Sul tema della salute, in occasione del World Economic Forum del 2013 è stato presentato il rapporto sui sistemi e le strategie per uno sviluppo sostenibile del settore sanitario (WEF, Sustainable Health Systems – Visions, strategies, Critical Uncertainties and Scenarios), il quale ha posto l’attenzione proprio sulla necessità di assicurare servizi sanitari innovativi e di contenere la futura domanda di servizi sanitari mediante strategie di prevenzione, tutela ambientale e infrastrutture. In tale sede è stato anche ribadito come le azioni poste in essere nel breve e determinate dall’attuale congiuntura negativa non debbano in alcun modo depauperare il capitale della salute nel medio lungo periodo.

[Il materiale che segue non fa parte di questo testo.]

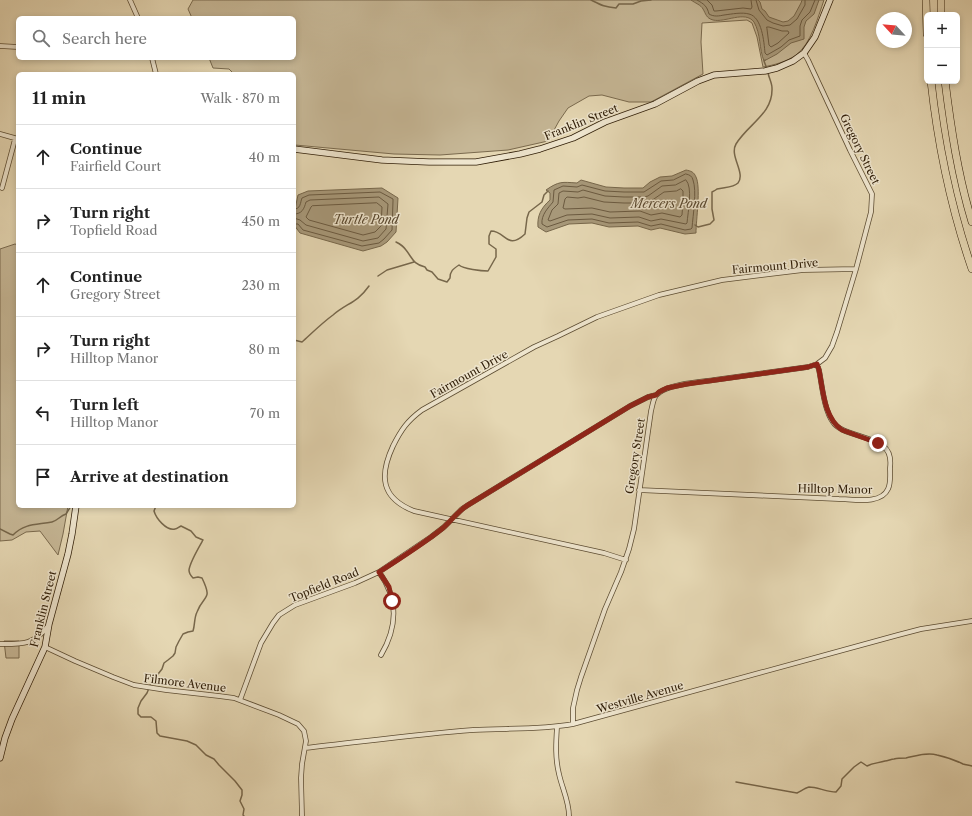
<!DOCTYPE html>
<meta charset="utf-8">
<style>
:root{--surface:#fff;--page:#f6f6f6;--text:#222;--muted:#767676;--line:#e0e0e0}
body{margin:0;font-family:"Libre Caslon Text",serif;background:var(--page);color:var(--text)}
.controls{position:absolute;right:12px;top:12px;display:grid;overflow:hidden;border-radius:6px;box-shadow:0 2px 6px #0003}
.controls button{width:36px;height:36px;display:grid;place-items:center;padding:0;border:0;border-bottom:1px solid var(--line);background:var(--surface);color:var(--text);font:20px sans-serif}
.compass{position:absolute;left:876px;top:12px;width:36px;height:36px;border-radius:50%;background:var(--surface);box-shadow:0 2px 6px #0003;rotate:296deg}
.stop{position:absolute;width:12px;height:12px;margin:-9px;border:3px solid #8f2418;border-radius:50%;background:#fff}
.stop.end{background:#8f2418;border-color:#fff;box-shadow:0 1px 4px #0008}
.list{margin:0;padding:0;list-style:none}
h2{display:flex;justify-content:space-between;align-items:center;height:52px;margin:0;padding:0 16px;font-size:17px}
h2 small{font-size:13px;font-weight:400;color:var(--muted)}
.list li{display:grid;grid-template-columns:26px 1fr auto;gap:12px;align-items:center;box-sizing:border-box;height:64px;padding:0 16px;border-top:1px solid var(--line)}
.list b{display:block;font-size:15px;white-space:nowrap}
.list p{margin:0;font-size:13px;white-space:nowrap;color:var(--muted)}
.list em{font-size:13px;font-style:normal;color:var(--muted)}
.icon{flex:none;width:22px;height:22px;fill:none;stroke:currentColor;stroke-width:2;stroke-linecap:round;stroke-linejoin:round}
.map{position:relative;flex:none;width:972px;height:816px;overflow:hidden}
.search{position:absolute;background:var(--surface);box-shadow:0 2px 6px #0003;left:16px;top:16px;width:280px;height:44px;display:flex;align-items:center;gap:10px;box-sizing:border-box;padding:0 14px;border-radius:6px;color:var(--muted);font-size:15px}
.panel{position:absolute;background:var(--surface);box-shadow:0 2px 6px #0003;left:16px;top:72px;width:280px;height:436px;border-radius:6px}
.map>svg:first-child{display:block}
</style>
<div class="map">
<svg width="972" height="816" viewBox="0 0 972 816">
<rect width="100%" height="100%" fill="#e5d7b3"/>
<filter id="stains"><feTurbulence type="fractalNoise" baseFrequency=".005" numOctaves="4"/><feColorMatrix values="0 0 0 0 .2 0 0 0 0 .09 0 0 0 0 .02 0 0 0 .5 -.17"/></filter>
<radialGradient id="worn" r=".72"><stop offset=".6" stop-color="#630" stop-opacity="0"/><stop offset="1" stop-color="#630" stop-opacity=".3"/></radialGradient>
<path fill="#c6b796" stroke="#7a6a4e" d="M193,0H824C818,17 811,44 796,55C786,62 774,65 763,67L757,37L752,23L747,20L702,23L701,42L703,74L651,102H629L602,95L589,96L568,108L559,121L548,141L508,150L440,155L394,154L295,145L294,144V74H234L229,69L213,68L209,58H294V18H192L188,9Z
M15,244L18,245V506H68L63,534L58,555L40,531L26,532L12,540L0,541V249Z
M4,641H19V658H6Z"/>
<path fill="#a79879" stroke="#77674b" d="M691,0H758L760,2L762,9L765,11L769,17L783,22L788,21L794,16L801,3L802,0H819L814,14L806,21L804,27V39L791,43L777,54L764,61C759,49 761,34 754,22C745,10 725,23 713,20C706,18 706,14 703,9C701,5 695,3 691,0Z
M686,170C691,171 694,172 696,177C701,187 696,220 696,233L685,234L660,228L651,230L638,226L609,227L592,223L569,224L546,232L538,227C537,216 541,208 550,200V193L546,190C559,181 562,182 577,183L581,180L606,187L624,188H643L650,182L660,177L672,176Z
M382,188L398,198L396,232L387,242L381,246L363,251L300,233L294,225V214L298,195L308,191Z"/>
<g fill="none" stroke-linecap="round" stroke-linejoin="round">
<path stroke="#6b5a40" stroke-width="1" d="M697,0C704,4 707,6 709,14C714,17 719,16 724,15C732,14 742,12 749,14C762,17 764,42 765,53L767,55L781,47L789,40L800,36V26L802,20L810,12L815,0
M707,0L712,5L714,11H716L743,8L751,9L752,7L751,0
M756,0L759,10L767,20L773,23L783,26L790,25L797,19L805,5V0
M767,27H769L782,31H788L789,33L778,43L771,47L769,45L767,29Z
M686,174C690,175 692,176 693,180C697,191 693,215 692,228L691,229L685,230L661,224L651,226L638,222L609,223L592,219L568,220L547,227L542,224C541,215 548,208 553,202L554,190L563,186L577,187L582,185L605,191L624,192H644L661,181L673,180Z
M686,180C693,187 688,212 687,223L686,224L661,219L651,221L639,217L610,218L592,214L567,215L550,221L548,220L552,210L558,204L559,193L563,191L578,192L583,190L605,196L624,197H644L648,196L662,186L675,185Z
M681,189L683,191V201L682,215L680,217L662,213L651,215L640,211L610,212L592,208L565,209L563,208L565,199L567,197L578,198L584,197L604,202L624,203H644L651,201L664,192L676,191Z
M377,203L382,207L381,226L375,232L363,235L309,220L306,217L311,207L312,206Z
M294,209C301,209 300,203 302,198L309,195L380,192L393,199V201L392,230L384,239L379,243L362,246L303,230L298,224H294
M294,214C302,214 304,209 306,202L310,200L379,197L388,204L386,229L378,238L363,241L306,225L300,220L294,218"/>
<path stroke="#77674b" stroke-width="1.5" d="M591,0C601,5 604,7 616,8L619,4H633L641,1L651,0
M765,60L764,61L767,69
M695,225L698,227L710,224L714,220L712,209V192C714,191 716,190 717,189C724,187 733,188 738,183C746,173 729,156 736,144C748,124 773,114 772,88C772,83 769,78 768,73
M396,242C400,244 404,247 406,250C413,259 413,264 425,267L427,270L432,272L438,279L447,282L450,278C450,271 453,269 459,265C463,269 482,271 488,271L496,257V249L489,244V236L491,231C506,231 507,251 525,234L527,218L529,212L542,202L544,195L548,191
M378,276L387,270L414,262
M294,340L302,342C312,333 322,323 333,315C347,303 357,303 369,286
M156,506L154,511C156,518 166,531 175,529C177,529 179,527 181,526L191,531L196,537L203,540C199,547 190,562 189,570C189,573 191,576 193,578L198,577L202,578C213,601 204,594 197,612C194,618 195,625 193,631L188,632L183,634L179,641L176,647L175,653L173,656L168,660L164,663L162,669L151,683L147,693L141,701L138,708V714L141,717H151L156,721L157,733L160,736L187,741L196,745L206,755L214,759L219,765L235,781L242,790V795L240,801L244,809L243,815L244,816
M0,529L10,534L13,535C25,523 37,525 52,522C57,521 60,516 66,514L71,506
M736,782L797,793C801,791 805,788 809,787C817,787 827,792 836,792L841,786L842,779L854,767L861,762L867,766C873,763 878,763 885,761C888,761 891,759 894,759C898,758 902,758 906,758C916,756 927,752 937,755C946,757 955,760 963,764C966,765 969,765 972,766"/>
<g stroke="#5c4c32" stroke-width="5.5">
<path id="street" d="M130,0L138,18
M0,46L18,47
M152,58L156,74
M0,134L18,139
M2,188L13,147L15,139
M639,490L839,499C853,499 881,505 888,489C891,483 890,475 890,468C891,460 890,451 883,446C875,439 853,435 843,430C839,428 835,426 833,422C824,410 822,385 819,370L817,364
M626,560L604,553L414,511C381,498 379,476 393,446C401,430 407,421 422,410L534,347L558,336L597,317L659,295L722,280L803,270L856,269
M379,572C399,599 397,628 381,655
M0,644C22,644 34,645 48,626
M45,647L75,661L113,677L134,685L166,690L219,696L234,698L279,715L298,724L304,731L306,741L302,764L301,778L302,816
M240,700L261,643L273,623L279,615L295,605L355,583L379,572L431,537L444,527L462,509L468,505L630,406L648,397L656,395
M573,724V708L577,690L581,677L605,609L621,572L629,549L634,529L651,411C653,404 653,396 660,392C671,384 699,382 714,380C745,376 777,371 808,367L817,364L825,358L832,346L837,332L856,269L871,212L872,194L850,150L808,60L804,53
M557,727C556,743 555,758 559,774C562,788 569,801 569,816
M305,748C361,742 417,734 473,730C506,728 540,730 573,724L898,635L921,629L972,621"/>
</g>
<g stroke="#2f1d07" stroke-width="7">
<path id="secondary" d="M294,149L382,160L429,162H476L520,154L540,149L573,138L605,122L655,104L698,81L714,75L765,71L777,68L793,61L804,53L815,37L830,0
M0,758L5,738L12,719L45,647L49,624L68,554L72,534L76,506"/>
</g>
<g stroke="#2f1d07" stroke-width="8">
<path id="highway" d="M926,0L927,34
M941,0V15
M931,81C938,145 951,208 972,269
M945,81C951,129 958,176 972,222"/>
</g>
<use href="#street" stroke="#eee5ce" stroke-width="4"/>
<use href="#secondary" stroke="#eee5ce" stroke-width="5.5"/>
<use href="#highway" stroke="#e5d7b3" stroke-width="7"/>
</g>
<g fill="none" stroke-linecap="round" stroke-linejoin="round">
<path stroke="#8f2418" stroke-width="5" d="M392,601L389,587L379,572C401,558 423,544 443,528C452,520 458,511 468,505L630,406L648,397L656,395L659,392L667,388L687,384L808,367L817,364L819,370C823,390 824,418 842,430L878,443"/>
</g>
<g text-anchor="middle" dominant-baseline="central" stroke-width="3" stroke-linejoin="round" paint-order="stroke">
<g font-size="11" fill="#2f1d07" stroke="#eee5ce">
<text transform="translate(581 122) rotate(-22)">Franklin Street</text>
<text transform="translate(860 149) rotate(64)">Gregory Street</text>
<text transform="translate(775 266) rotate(-5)">Fairmount Drive</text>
<text transform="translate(469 374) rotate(-29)">Fairmount Drive</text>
<text transform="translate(635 456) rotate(-81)">Gregory Street</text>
<text transform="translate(835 489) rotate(1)">Hilltop Manor</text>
<text transform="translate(324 585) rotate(-22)">Topfield Road</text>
<text transform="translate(43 609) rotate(-76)">Franklin Street</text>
<text transform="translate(185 683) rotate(7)">Filmore Avenue</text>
<text transform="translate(640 697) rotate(-16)">Westville Avenue</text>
</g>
<g font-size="12" font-style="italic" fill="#59482f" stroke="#eee5ce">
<text x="669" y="203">Mercers Pond</text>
<text x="366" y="219">Turtle Pond</text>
</g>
</g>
<rect width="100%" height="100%" filter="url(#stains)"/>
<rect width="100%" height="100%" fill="url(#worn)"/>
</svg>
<div class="controls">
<button>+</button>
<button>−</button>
</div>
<svg class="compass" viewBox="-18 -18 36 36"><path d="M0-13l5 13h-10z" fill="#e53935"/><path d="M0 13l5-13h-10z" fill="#767676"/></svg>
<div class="stop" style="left:392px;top:601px"></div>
<div class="stop end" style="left:878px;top:443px"></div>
<div class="search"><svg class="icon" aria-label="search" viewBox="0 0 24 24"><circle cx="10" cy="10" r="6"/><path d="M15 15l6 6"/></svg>Search here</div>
<section class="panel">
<h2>11 min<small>Walk · 870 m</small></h2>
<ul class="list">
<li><svg class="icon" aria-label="ahead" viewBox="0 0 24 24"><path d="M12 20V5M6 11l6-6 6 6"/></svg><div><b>Continue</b><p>Fairfield Court</p></div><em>40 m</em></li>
<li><svg class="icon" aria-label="right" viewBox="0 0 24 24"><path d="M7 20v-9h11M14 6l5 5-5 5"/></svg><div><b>Turn right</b><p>Topfield Road</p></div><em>450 m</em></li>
<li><svg class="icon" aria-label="ahead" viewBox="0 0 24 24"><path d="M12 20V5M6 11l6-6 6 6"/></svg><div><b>Continue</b><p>Gregory Street</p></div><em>230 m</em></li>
<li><svg class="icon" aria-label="right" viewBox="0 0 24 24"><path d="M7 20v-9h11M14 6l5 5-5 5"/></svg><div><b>Turn right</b><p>Hilltop Manor</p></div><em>80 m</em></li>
<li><svg class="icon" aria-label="left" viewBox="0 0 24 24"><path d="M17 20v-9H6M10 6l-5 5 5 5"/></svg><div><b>Turn left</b><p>Hilltop Manor</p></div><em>70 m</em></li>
<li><svg class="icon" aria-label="arrive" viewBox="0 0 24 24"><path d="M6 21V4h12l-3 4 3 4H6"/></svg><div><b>Arrive at destination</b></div></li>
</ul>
</section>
</div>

Venendo infine al capitale riproducibile, prodotto prevalentemente dal settore manifatturiero e dal settore agricolo, la maggiore attenzione va posta sui cosiddetti costi nascosti (shadow prices), necessari per ricostruire gli altri capitali (in particolare quello naturale, ma il discorso vale anche per la salute), che per loro natura (non solo economicamente parlando) sono scarsi.

Quando parliamo di crescita e sviluppo cerchiamo allora di intenderci bene a quale capitale stiamo facendo riferimento. Ciascuno è naturalmente libero di sostenere l’una o l’altra accezione e le azioni atte ad aumentarlo, ma una cosa credo sia evidente: mentre le risorse economiche che concorrono a creare il Capitale monetario tendono non solo ad allocarsi ma anche a concentrarsi nelle mani di pochi, il capitale naturale, quello umano (nella sua accezione sociale) e quello della salute sono per definizione DI TUTTI.